◆ **Task instructions**: Nothing but the lines from the one with "54,464 83,490 114,504" through the last line of the data should be restated, each word for word.

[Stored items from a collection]
::::::::

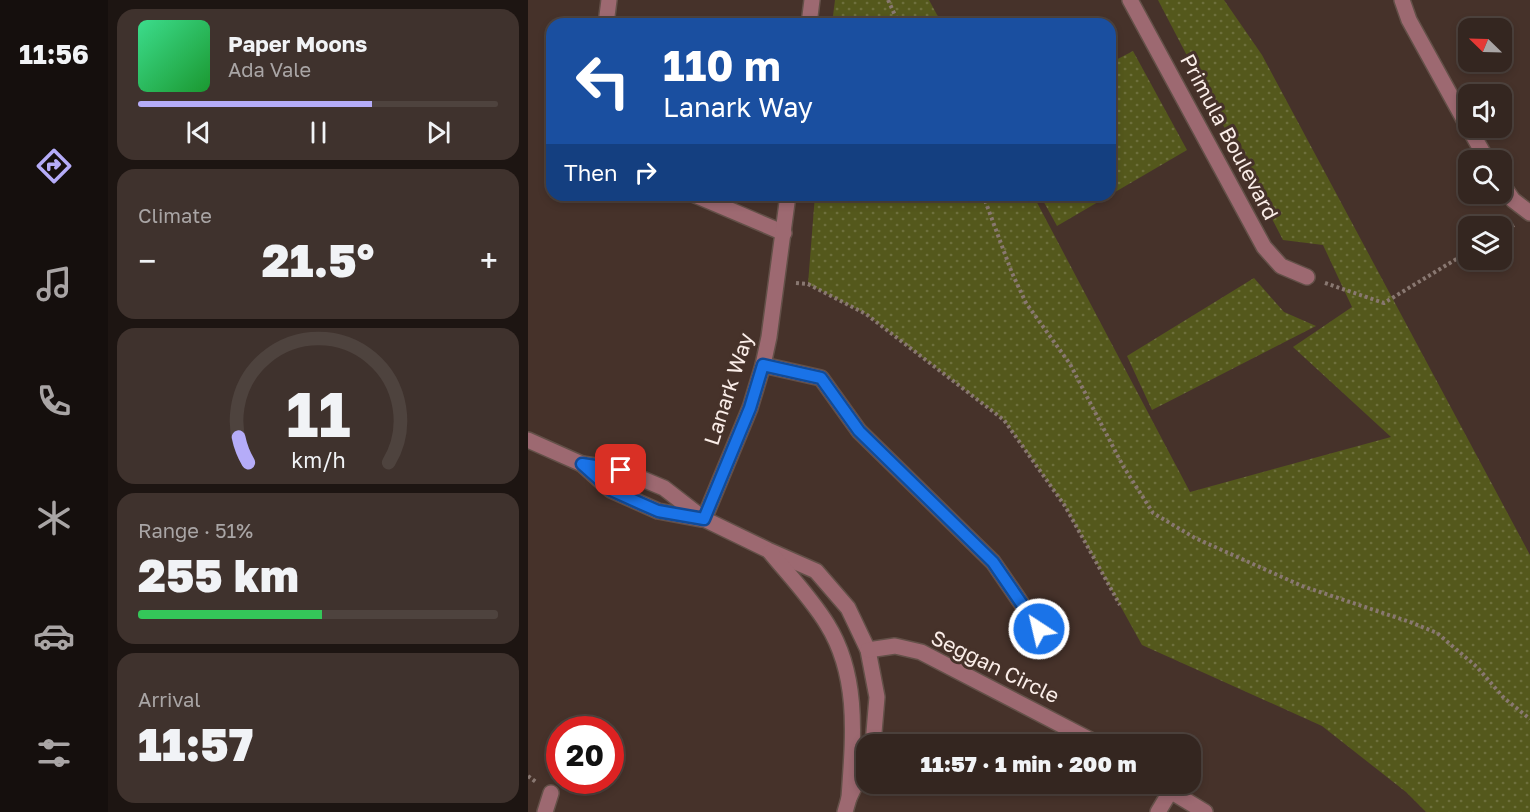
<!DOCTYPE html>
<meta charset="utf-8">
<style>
:root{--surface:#342620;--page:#3f322d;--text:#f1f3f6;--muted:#a9a5a5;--line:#4e433e;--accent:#b5acf8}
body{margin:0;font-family:"Golos Text",sans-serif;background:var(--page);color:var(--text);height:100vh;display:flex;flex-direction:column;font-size:22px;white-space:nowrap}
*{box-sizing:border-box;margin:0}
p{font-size:20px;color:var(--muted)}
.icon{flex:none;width:33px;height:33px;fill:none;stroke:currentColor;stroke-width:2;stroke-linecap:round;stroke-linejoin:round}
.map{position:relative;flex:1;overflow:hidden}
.panel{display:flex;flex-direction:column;gap:9px;padding:9px;background:#1d1512;width:420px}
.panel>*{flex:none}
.guide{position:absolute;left:18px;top:18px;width:570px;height:183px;border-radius:18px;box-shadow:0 3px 9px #0003,0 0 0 2px var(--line);background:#1a4fa0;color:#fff;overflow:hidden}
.needle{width:39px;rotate:293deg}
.tools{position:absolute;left:930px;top:18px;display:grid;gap:12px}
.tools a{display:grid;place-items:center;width:54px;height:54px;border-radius:12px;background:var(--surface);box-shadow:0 3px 9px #0003,0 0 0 2px var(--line);font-size:30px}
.speed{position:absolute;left:18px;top:716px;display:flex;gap:12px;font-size:30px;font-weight:700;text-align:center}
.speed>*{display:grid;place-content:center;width:78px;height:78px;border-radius:50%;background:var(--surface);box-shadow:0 3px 9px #0003,0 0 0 2px var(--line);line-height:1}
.speed .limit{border:9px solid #d22;background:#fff;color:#111}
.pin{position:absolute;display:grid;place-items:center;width:51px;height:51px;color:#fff;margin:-26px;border-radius:12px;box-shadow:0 3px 9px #0006}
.me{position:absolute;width:66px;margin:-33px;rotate:325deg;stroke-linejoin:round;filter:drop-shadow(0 0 4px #0008)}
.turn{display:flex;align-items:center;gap:21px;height:126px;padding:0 18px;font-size:27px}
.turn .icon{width:78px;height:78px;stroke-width:2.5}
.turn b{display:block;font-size:42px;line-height:51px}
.then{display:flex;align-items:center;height:57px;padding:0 18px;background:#0003;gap:12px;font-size:22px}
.big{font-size:45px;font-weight:800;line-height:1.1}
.panel .tile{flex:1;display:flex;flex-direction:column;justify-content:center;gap:9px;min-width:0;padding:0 21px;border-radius:18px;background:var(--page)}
.panel .dial{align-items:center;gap:0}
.dial svg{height:156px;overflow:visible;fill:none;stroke:var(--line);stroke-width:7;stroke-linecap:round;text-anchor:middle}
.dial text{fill:var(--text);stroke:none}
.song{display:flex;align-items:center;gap:18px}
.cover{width:72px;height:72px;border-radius:9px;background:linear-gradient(135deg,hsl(150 70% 55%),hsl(130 70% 35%))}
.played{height:6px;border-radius:3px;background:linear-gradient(90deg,var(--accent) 65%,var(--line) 65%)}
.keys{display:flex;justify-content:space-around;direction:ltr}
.heat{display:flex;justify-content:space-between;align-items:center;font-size:33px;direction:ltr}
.charge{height:9px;border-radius:4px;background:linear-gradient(90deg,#34c759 51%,var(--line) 0)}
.trip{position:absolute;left:328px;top:734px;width:345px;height:60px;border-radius:18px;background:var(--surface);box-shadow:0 3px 9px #0003,0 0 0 2px var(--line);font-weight:800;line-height:60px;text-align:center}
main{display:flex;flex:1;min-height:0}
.menu{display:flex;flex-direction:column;width:108px;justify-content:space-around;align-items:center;background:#150f0d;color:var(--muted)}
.menu .icon{width:42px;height:42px}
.menu .selected{color:var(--accent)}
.menu b{font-size:27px;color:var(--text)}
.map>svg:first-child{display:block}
.grass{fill:url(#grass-dots)}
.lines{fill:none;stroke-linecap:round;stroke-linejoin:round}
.minor-casing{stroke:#635048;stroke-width:18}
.path{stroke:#897871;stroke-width:4;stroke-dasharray:3 3;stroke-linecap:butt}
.minor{stroke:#9d6971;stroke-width:15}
.route-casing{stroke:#114b97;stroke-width:15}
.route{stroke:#1a73e8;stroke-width:10}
.labels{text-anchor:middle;stroke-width:6;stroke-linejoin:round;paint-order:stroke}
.street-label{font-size:21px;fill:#faede8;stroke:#46322a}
</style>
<main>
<nav class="menu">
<b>11:56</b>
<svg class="icon selected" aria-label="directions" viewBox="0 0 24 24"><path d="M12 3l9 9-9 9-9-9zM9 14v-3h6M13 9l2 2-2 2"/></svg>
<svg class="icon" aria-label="music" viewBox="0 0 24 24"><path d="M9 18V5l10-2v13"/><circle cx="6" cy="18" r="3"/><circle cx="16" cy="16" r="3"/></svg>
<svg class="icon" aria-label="phone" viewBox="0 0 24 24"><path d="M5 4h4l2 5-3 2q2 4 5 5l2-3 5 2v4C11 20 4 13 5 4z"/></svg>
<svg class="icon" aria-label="climate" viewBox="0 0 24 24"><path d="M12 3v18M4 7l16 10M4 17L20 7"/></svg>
<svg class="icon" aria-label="car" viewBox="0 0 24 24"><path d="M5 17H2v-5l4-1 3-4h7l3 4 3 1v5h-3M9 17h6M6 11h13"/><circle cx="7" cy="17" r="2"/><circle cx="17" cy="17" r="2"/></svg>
<svg class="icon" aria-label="filters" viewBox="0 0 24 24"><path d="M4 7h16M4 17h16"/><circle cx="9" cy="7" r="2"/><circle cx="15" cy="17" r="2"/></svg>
</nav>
<section class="panel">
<div class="tile">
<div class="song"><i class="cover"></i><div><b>Paper Moons</b><p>Ada Vale</p></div></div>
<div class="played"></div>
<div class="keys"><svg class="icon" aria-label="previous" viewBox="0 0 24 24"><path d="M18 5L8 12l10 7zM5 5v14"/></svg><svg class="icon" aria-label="pause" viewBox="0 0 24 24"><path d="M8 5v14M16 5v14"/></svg><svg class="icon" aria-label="next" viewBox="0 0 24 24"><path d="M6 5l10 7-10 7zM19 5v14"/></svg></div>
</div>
<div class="tile"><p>Climate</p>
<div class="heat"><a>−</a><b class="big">21.5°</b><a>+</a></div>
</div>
<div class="tile dial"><svg viewBox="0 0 100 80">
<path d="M14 69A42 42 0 1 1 86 69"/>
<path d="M14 69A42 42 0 0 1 9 56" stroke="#b5acf8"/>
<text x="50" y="56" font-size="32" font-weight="700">11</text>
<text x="50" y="72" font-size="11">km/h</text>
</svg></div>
<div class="tile"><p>Range · 51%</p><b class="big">255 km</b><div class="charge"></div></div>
<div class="tile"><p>Arrival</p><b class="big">11:57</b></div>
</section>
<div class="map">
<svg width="1002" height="812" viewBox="0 0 1002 812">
<defs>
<pattern id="grass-dots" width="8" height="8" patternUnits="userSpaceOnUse" patternTransform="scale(1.5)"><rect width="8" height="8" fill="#54581c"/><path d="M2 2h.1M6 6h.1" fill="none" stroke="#6e703d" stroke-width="1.8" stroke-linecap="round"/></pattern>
</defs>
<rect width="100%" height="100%" fill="#46322a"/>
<!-- grass -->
<g class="grass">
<polygon points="307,0 401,0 414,24 304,24"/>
<polygon points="630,0 696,0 734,55 1002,555 1002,812 898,812 878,792 794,726 614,645 537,506 476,420 338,314 280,284 287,195 505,195 662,492 863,437 765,347 824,307 795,245 755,240"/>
<polygon points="605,51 659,150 582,195 582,63"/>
<polygon points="512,195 582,195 529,226"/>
<polygon points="726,278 756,312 788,326 624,410 599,356"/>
</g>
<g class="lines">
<!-- minor casing -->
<g class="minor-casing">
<g id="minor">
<polyline points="602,0 736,247 753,266 779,277"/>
<polyline points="874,0 881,20 940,127"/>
<polyline points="78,24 81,0"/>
<polyline points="281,24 284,0"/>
<polyline points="941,128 959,160"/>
<polyline points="974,184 985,200 1002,213"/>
<polyline points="167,195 256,233"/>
<polyline points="235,365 293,378 331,431 465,562 511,629"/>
<polyline points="0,440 54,464 93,470 136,488 176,519 240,550 288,571 320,608 340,650 349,697 345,744"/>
<polyline points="54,464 83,490 130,511 173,519"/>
<polyline points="176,519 222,408 235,365 241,337 260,195"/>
<path d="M242,552c19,23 41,46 57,72 33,53 26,115 22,174"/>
<polyline points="340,650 367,646 393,652 570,744"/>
<polyline points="629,783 677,812"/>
<polyline points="17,812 23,793"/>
<polyline points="317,812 321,798 339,760"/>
<polyline points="630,812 642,792"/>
</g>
</g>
<!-- path -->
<g class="path">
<polyline points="360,0 371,24"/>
<polyline points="455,195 484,273 498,303 542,364 595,466 625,513 667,538 774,586 882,622 909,633 949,667 976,698 1002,719"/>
<polyline points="974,232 986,225"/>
<polyline points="268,283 280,284 338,314 476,420 537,506 592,605"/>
<polyline points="797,283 856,303 940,252"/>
<polyline points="0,776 8,782"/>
</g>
<!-- minor -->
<use href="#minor" class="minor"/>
</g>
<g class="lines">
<!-- route casing -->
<g class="route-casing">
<polyline id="route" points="93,470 54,464 83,490 114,504 130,511 176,519 222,408 235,365 293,378 331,431 465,562 511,629"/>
</g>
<!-- route -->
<use href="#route" class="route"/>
</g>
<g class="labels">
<!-- street labels -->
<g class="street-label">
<text transform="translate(701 137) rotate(62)" y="7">Primula Boulevard</text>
<text transform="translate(201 389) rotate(-72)" y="7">Lanark Way</text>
<text transform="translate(467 667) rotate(26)" y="7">Seggan Circle</text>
</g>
</g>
</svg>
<div class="tools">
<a><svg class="needle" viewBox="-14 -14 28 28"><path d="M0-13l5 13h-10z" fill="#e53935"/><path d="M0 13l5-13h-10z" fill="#a9a5a5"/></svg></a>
<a><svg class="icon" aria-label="sound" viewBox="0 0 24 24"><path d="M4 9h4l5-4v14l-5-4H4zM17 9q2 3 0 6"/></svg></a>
<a><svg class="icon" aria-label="search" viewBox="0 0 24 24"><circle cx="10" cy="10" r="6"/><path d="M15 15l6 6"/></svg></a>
<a><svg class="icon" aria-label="layers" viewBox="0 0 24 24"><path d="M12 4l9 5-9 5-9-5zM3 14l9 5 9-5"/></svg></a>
</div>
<div class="speed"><div class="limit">20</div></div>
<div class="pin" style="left:93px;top:470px;background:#d93025"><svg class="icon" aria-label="arrive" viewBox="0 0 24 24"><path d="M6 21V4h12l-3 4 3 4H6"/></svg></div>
<svg class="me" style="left:511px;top:629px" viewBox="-20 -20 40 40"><circle r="17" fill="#1a73e8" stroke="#fff" stroke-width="3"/><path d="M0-11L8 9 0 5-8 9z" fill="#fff"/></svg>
<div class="trip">11:57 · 1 min · 200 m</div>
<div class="guide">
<div class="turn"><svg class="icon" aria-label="left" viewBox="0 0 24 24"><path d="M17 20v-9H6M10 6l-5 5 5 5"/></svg><div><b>110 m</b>Lanark Way</div></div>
<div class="then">Then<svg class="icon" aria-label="right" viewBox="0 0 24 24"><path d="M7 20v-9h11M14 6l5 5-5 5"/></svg></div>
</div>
</div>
</main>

::::::::

◆ **Answer to this problem**:
<polyline id="route" points="93,470 54,464 83,490 114,504 130,511 176,519 222,408 235,365 293,378 331,431 465,562 511,629"/>
</g>
<!-- route -->
<use href="#route" class="route"/>
</g>
<g class="labels">
<!-- street labels -->
<g class="street-label">
<text transform="translate(701 137) rotate(62)" y="7">Primula Boulevard</text>
<text transform="translate(201 389) rotate(-72)" y="7">Lanark Way</text>
<text transform="translate(467 667) rotate(26)" y="7">Seggan Circle</text>
</g>
</g>
</svg>
<div class="tools">
<a><svg class="needle" viewBox="-14 -14 28 28"><path d="M0-13l5 13h-10z" fill="#e53935"/><path d="M0 13l5-13h-10z" fill="#a9a5a5"/></svg></a>
<a><svg class="icon" aria-label="sound" viewBox="0 0 24 24"><path d="M4 9h4l5-4v14l-5-4H4zM17 9q2 3 0 6"/></svg></a>
<a><svg class="icon" aria-label="search" viewBox="0 0 24 24"><circle cx="10" cy="10" r="6"/><path d="M15 15l6 6"/></svg></a>
<a><svg class="icon" aria-label="layers" viewBox="0 0 24 24"><path d="M12 4l9 5-9 5-9-5zM3 14l9 5 9-5"/></svg></a>
</div>
<div class="speed"><div class="limit">20</div></div>
<div class="pin" style="left:93px;top:470px;background:#d93025"><svg class="icon" aria-label="arrive" viewBox="0 0 24 24"><path d="M6 21V4h12l-3 4 3 4H6"/></svg></div>
<svg class="me" style="left:511px;top:629px" viewBox="-20 -20 40 40"><circle r="17" fill="#1a73e8" stroke="#fff" stroke-width="3"/><path d="M0-11L8 9 0 5-8 9z" fill="#fff"/></svg>
<div class="trip">11:57 · 1 min · 200 m</div>
<div class="guide">
<div class="turn"><svg class="icon" aria-label="left" viewBox="0 0 24 24"><path d="M17 20v-9H6M10 6l-5 5 5 5"/></svg><div><b>110 m</b>Lanark Way</div></div>
<div class="then">Then<svg class="icon" aria-label="right" viewBox="0 0 24 24"><path d="M7 20v-9h11M14 6l5 5-5 5"/></svg></div>
</div>
</div>
</main>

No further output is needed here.